▸ **Excerpted records**:
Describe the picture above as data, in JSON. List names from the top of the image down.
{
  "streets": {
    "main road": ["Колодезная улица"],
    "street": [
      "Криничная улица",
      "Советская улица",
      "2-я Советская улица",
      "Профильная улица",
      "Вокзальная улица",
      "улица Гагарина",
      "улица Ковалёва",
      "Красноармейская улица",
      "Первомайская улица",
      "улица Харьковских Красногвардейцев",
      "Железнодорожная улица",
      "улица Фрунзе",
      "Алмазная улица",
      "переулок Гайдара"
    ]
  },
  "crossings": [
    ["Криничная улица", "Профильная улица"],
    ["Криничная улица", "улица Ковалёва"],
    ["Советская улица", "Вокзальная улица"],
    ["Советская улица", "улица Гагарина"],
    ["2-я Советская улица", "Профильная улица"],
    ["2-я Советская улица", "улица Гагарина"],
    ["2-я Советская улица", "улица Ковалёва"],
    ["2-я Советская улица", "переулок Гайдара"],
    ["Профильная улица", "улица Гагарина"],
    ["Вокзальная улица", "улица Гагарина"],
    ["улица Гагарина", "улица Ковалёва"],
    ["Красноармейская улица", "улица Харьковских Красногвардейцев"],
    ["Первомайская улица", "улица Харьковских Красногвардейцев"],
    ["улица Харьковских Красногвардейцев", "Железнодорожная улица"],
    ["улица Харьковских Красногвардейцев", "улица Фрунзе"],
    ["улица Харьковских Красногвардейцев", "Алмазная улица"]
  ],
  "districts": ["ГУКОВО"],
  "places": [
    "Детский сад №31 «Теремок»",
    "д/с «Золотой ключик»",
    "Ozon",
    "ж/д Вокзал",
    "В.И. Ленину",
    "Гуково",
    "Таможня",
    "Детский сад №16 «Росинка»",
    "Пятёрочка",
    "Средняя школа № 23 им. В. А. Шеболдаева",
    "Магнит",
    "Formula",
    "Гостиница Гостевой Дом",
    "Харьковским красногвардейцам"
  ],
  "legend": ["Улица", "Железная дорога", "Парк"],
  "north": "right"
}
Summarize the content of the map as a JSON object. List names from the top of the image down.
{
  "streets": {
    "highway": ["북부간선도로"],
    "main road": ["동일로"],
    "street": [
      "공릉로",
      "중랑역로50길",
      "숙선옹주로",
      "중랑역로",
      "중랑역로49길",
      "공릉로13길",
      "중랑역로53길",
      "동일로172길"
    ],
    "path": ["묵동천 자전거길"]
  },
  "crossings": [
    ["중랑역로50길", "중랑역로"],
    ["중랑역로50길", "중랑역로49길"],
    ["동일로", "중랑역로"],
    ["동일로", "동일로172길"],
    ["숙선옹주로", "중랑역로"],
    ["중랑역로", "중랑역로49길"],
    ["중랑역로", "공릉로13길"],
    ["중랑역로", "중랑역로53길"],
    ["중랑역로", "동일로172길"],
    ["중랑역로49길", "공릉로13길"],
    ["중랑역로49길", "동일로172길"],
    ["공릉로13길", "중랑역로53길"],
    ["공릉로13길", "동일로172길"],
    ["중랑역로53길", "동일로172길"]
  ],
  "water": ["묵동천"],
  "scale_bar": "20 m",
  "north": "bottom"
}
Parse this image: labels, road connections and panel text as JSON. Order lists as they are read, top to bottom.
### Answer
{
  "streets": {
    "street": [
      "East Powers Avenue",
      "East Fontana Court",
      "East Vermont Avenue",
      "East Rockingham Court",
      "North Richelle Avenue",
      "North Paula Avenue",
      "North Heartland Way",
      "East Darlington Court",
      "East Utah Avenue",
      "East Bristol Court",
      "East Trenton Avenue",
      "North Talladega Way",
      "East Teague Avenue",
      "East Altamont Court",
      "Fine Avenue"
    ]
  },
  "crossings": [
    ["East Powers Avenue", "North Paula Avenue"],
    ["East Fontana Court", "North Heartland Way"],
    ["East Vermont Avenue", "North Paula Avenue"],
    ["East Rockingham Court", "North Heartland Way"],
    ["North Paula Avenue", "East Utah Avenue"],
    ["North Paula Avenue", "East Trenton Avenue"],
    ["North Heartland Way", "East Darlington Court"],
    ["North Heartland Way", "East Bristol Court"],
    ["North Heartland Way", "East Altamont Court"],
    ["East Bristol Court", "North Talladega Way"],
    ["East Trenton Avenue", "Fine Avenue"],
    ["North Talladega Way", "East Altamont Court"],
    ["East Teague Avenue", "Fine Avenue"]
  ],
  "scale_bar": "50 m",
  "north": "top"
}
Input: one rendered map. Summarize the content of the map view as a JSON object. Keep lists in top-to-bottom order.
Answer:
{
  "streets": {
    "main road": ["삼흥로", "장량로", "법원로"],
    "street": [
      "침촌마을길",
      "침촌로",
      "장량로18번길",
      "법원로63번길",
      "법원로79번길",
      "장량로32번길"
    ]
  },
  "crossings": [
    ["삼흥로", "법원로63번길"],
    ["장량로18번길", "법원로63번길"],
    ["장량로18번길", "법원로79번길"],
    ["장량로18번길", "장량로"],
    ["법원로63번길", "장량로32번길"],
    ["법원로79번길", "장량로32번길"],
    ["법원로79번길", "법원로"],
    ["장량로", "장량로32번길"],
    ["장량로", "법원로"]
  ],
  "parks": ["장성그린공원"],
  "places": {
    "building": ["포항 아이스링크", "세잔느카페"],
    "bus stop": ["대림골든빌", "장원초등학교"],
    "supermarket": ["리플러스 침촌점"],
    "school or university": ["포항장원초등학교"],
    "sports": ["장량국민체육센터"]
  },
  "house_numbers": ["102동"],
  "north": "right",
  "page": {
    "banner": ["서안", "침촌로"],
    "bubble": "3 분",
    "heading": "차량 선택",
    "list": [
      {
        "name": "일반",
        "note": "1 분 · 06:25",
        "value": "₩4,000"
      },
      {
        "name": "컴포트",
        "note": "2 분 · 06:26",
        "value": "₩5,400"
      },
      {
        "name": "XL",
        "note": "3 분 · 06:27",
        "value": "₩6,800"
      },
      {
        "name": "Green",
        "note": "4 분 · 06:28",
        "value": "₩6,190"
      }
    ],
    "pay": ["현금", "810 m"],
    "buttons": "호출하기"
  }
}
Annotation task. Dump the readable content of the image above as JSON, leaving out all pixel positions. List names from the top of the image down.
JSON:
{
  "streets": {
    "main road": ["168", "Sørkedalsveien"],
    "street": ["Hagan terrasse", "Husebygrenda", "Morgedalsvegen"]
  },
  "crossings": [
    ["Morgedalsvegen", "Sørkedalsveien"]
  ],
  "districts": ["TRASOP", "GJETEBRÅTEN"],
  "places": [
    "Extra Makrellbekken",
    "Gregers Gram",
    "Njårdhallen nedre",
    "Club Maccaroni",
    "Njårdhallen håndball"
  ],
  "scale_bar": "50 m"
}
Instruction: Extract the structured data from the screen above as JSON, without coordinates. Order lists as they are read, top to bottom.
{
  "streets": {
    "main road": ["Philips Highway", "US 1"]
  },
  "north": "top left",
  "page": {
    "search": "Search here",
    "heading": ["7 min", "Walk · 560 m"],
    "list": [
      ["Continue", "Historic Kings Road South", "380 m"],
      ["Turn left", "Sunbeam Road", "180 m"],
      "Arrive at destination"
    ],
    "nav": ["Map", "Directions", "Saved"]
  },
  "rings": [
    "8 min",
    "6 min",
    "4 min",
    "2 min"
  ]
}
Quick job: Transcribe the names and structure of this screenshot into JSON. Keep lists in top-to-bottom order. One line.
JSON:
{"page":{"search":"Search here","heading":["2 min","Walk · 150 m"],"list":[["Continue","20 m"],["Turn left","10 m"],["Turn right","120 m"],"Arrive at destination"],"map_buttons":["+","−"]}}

▸ **To do**: Each record should be repeated in full, exactly as it is written.

▸ **Result of the exercise**:
Describe the picture above as data, in JSON. List names from the top of the image down.
{
  "streets": {
    "main road": ["Колодезная улица"],
    "street": [
      "Криничная улица",
      "Советская улица",
      "2-я Советская улица",
      "Профильная улица",
      "Вокзальная улица",
      "улица Гагарина",
      "улица Ковалёва",
      "Красноармейская улица",
      "Первомайская улица",
      "улица Харьковских Красногвардейцев",
      "Железнодорожная улица",
      "улица Фрунзе",
      "Алмазная улица",
      "переулок Гайдара"
    ]
  },
  "crossings": [
    ["Криничная улица", "Профильная улица"],
    ["Криничная улица", "улица Ковалёва"],
    ["Советская улица", "Вокзальная улица"],
    ["Советская улица", "улица Гагарина"],
    ["2-я Советская улица", "Профильная улица"],
    ["2-я Советская улица", "улица Гагарина"],
    ["2-я Советская улица", "улица Ковалёва"],
    ["2-я Советская улица", "переулок Гайдара"],
    ["Профильная улица", "улица Гагарина"],
    ["Вокзальная улица", "улица Гагарина"],
    ["улица Гагарина", "улица Ковалёва"],
    ["Красноармейская улица", "улица Харьковских Красногвардейцев"],
    ["Первомайская улица", "улица Харьковских Красногвардейцев"],
    ["улица Харьковских Красногвардейцев", "Железнодорожная улица"],
    ["улица Харьковских Красногвардейцев", "улица Фрунзе"],
    ["улица Харьковских Красногвардейцев", "Алмазная улица"]
  ],
  "districts": ["ГУКОВО"],
  "places": [
    "Детский сад №31 «Теремок»",
    "д/с «Золотой ключик»",
    "Ozon",
    "ж/д Вокзал",
    "В.И. Ленину",
    "Гуково",
    "Таможня",
    "Детский сад №16 «Росинка»",
    "Пятёрочка",
    "Средняя школа № 23 им. В. А. Шеболдаева",
    "Магнит",
    "Formula",
    "Гостиница Гостевой Дом",
    "Харьковским красногвардейцам"
  ],
  "legend": ["Улица", "Железная дорога", "Парк"],
  "north": "right"
}
Summarize the content of the map as a JSON object. List names from the top of the image down.
{
  "streets": {
    "highway": ["북부간선도로"],
    "main road": ["동일로"],
    "street": [
      "공릉로",
      "중랑역로50길",
      "숙선옹주로",
      "중랑역로",
      "중랑역로49길",
      "공릉로13길",
      "중랑역로53길",
      "동일로172길"
    ],
    "path": ["묵동천 자전거길"]
  },
  "crossings": [
    ["중랑역로50길", "중랑역로"],
    ["중랑역로50길", "중랑역로49길"],
    ["동일로", "중랑역로"],
    ["동일로", "동일로172길"],
    ["숙선옹주로", "중랑역로"],
    ["중랑역로", "중랑역로49길"],
    ["중랑역로", "공릉로13길"],
    ["중랑역로", "중랑역로53길"],
    ["중랑역로", "동일로172길"],
    ["중랑역로49길", "공릉로13길"],
    ["중랑역로49길", "동일로172길"],
    ["공릉로13길", "중랑역로53길"],
    ["공릉로13길", "동일로172길"],
    ["중랑역로53길", "동일로172길"]
  ],
  "water": ["묵동천"],
  "scale_bar": "20 m",
  "north": "bottom"
}
Parse this image: labels, road connections and panel text as JSON. Order lists as they are read, top to bottom.
### Answer
{
  "streets": {
    "street": [
      "East Powers Avenue",
      "East Fontana Court",
      "East Vermont Avenue",
      "East Rockingham Court",
      "North Richelle Avenue",
      "North Paula Avenue",
      "North Heartland Way",
      "East Darlington Court",
      "East Utah Avenue",
      "East Bristol Court",
      "East Trenton Avenue",
      "North Talladega Way",
      "East Teague Avenue",
      "East Altamont Court",
      "Fine Avenue"
    ]
  },
  "crossings": [
    ["East Powers Avenue", "North Paula Avenue"],
    ["East Fontana Court", "North Heartland Way"],
    ["East Vermont Avenue", "North Paula Avenue"],
    ["East Rockingham Court", "North Heartland Way"],
    ["North Paula Avenue", "East Utah Avenue"],
    ["North Paula Avenue", "East Trenton Avenue"],
    ["North Heartland Way", "East Darlington Court"],
    ["North Heartland Way", "East Bristol Court"],
    ["North Heartland Way", "East Altamont Court"],
    ["East Bristol Court", "North Talladega Way"],
    ["East Trenton Avenue", "Fine Avenue"],
    ["North Talladega Way", "East Altamont Court"],
    ["East Teague Avenue", "Fine Avenue"]
  ],
  "scale_bar": "50 m",
  "north": "top"
}
Input: one rendered map. Summarize the content of the map view as a JSON object. Keep lists in top-to-bottom order.
Answer:
{
  "streets": {
    "main road": ["삼흥로", "장량로", "법원로"],
    "street": [
      "침촌마을길",
      "침촌로",
      "장량로18번길",
      "법원로63번길",
      "법원로79번길",
      "장량로32번길"
    ]
  },
  "crossings": [
    ["삼흥로", "법원로63번길"],
    ["장량로18번길", "법원로63번길"],
    ["장량로18번길", "법원로79번길"],
    ["장량로18번길", "장량로"],
    ["법원로63번길", "장량로32번길"],
    ["법원로79번길", "장량로32번길"],
    ["법원로79번길", "법원로"],
    ["장량로", "장량로32번길"],
    ["장량로", "법원로"]
  ],
  "parks": ["장성그린공원"],
  "places": {
    "building": ["포항 아이스링크", "세잔느카페"],
    "bus stop": ["대림골든빌", "장원초등학교"],
    "supermarket": ["리플러스 침촌점"],
    "school or university": ["포항장원초등학교"],
    "sports": ["장량국민체육센터"]
  },
  "house_numbers": ["102동"],
  "north": "right",
  "page": {
    "banner": ["서안", "침촌로"],
    "bubble": "3 분",
    "heading": "차량 선택",
    "list": [
      {
        "name": "일반",
        "note": "1 분 · 06:25",
        "value": "₩4,000"
      },
      {
        "name": "컴포트",
        "note": "2 분 · 06:26",
        "value": "₩5,400"
      },
      {
        "name": "XL",
        "note": "3 분 · 06:27",
        "value": "₩6,800"
      },
      {
        "name": "Green",
        "note": "4 분 · 06:28",
        "value": "₩6,190"
      }
    ],
    "pay": ["현금", "810 m"],
    "buttons": "호출하기"
  }
}
Annotation task. Dump the readable content of the image above as JSON, leaving out all pixel positions. List names from the top of the image down.
JSON:
{
  "streets": {
    "main road": ["168", "Sørkedalsveien"],
    "street": ["Hagan terrasse", "Husebygrenda", "Morgedalsvegen"]
  },
  "crossings": [
    ["Morgedalsvegen", "Sørkedalsveien"]
  ],
  "districts": ["TRASOP", "GJETEBRÅTEN"],
  "places": [
    "Extra Makrellbekken",
    "Gregers Gram",
    "Njårdhallen nedre",
    "Club Maccaroni",
    "Njårdhallen håndball"
  ],
  "scale_bar": "50 m"
}
Instruction: Extract the structured data from the screen above as JSON, without coordinates. Order lists as they are read, top to bottom.
{
  "streets": {
    "main road": ["Philips Highway", "US 1"]
  },
  "north": "top left",
  "page": {
    "search": "Search here",
    "heading": ["7 min", "Walk · 560 m"],
    "list": [
      ["Continue", "Historic Kings Road South", "380 m"],
      ["Turn left", "Sunbeam Road", "180 m"],
      "Arrive at destination"
    ],
    "nav": ["Map", "Directions", "Saved"]
  },
  "rings": [
    "8 min",
    "6 min",
    "4 min",
    "2 min"
  ]
}
Quick job: Transcribe the names and structure of this screenshot into JSON. Keep lists in top-to-bottom order. One line.
JSON:
{"page":{"search":"Search here","heading":["2 min","Walk · 150 m"],"list":[["Continue","20 m"],["Turn left","10 m"],["Turn right","120 m"],"Arrive at destination"],"map_buttons":["+","−"]}}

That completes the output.